Без этих развлечений и без пирушки трудно было бы понять ярое увлечение шабашем. То любовь без любви. Праздник был специально посвящен бесплодию. Боге прекрасно выяснил эту черту. В противоположность ему Ланкр в одном месте говорит о беременных женщинах. Обыкновенно, однако, он более искренен и сходится с Боге. Жестокое и грязное испытание, которому он подвергал тело ведьм, само говорит о том, что он считал их бесплодными, что сущностью шабаша была бесплодная, пассивная любовь. Это должно было в значительной степени омрачить праздник, если бы мужчины не были трусами. Безумные женщины приходили плясать и есть. Они были жертвами. Они покорялись своей участи, желая лишь вернуться с праздника не беременными. Правда, тяжесть нищеты давила их больше, чем мужчин. Шпренгер передает нам то отчаяние, которое тогда было связано с любовью: «Плод любви принадлежит дьяволу». Во времена Шпренгера (1500 г.) можно было существовать на два су в день, в эпоху Генриха IV (1600 г.) — уже на двадцать. В течение этого века все возрастало поэтому вызванное необходимостью желание быть бесплодными.

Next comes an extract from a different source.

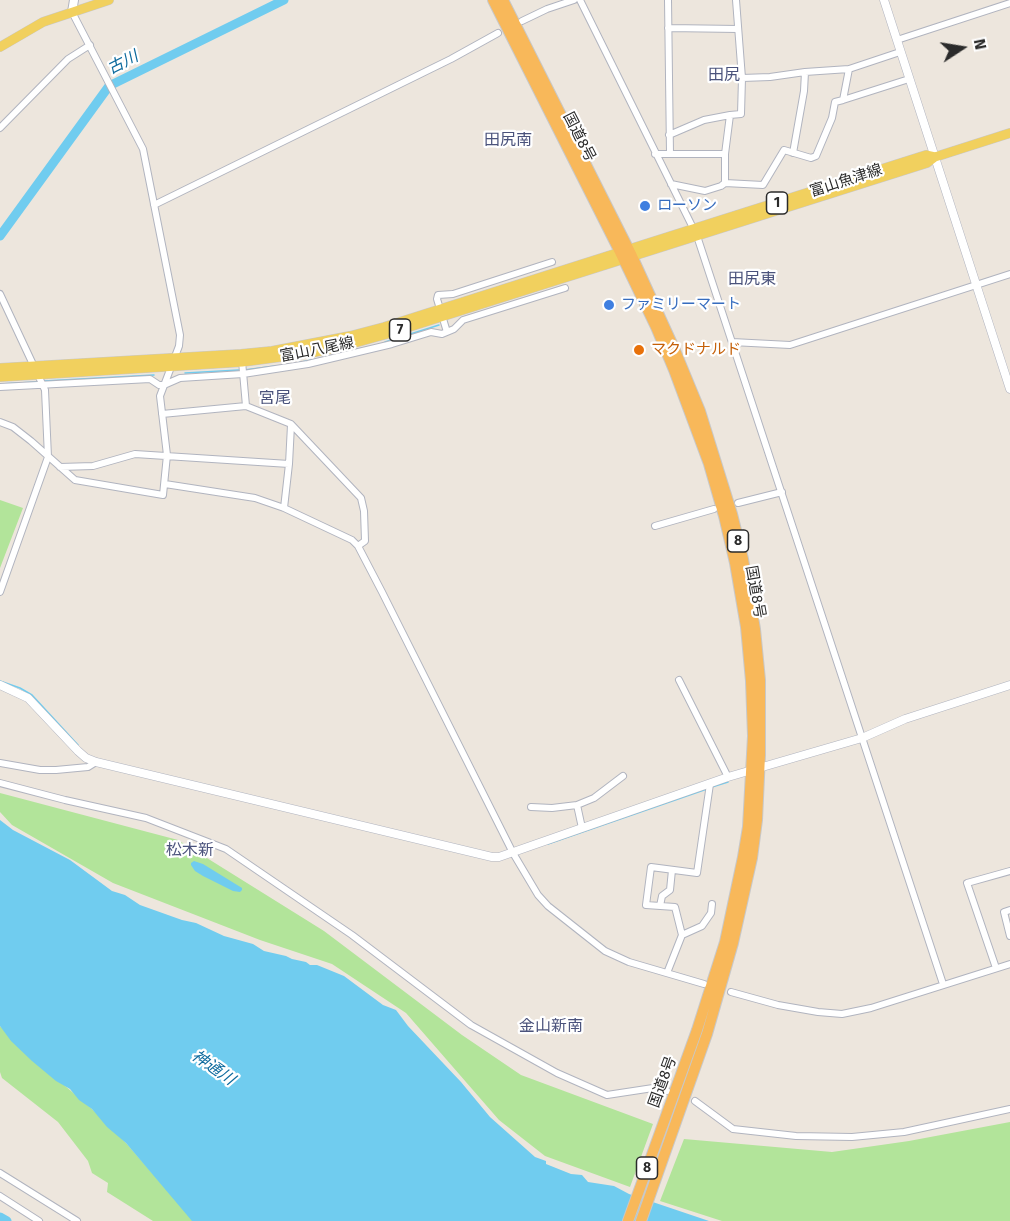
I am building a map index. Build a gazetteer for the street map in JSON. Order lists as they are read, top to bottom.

Подобная печальная сдержанность, подобный страх разделенной любви сделал бы шабаш холодным и скучным, если бы ловкие режиссерши не усилили смешной элемент, не ввели бы для смеха комические интермедии. Так, начало шабаша — эта древняя грубо наивная сцена оплодотворения ведьмы Сатаной (раньше Приапом) сопровождалась другой сценой, холодным очищением, с целью убить плод: ведьма подвергалась ему, гримасничая от дрожи и озноба. То была настоящая комедия а 1а Пурсоньяк, во время которой место ведьмы обыкновенно занимала хорошенькая молодая замужняя женщина.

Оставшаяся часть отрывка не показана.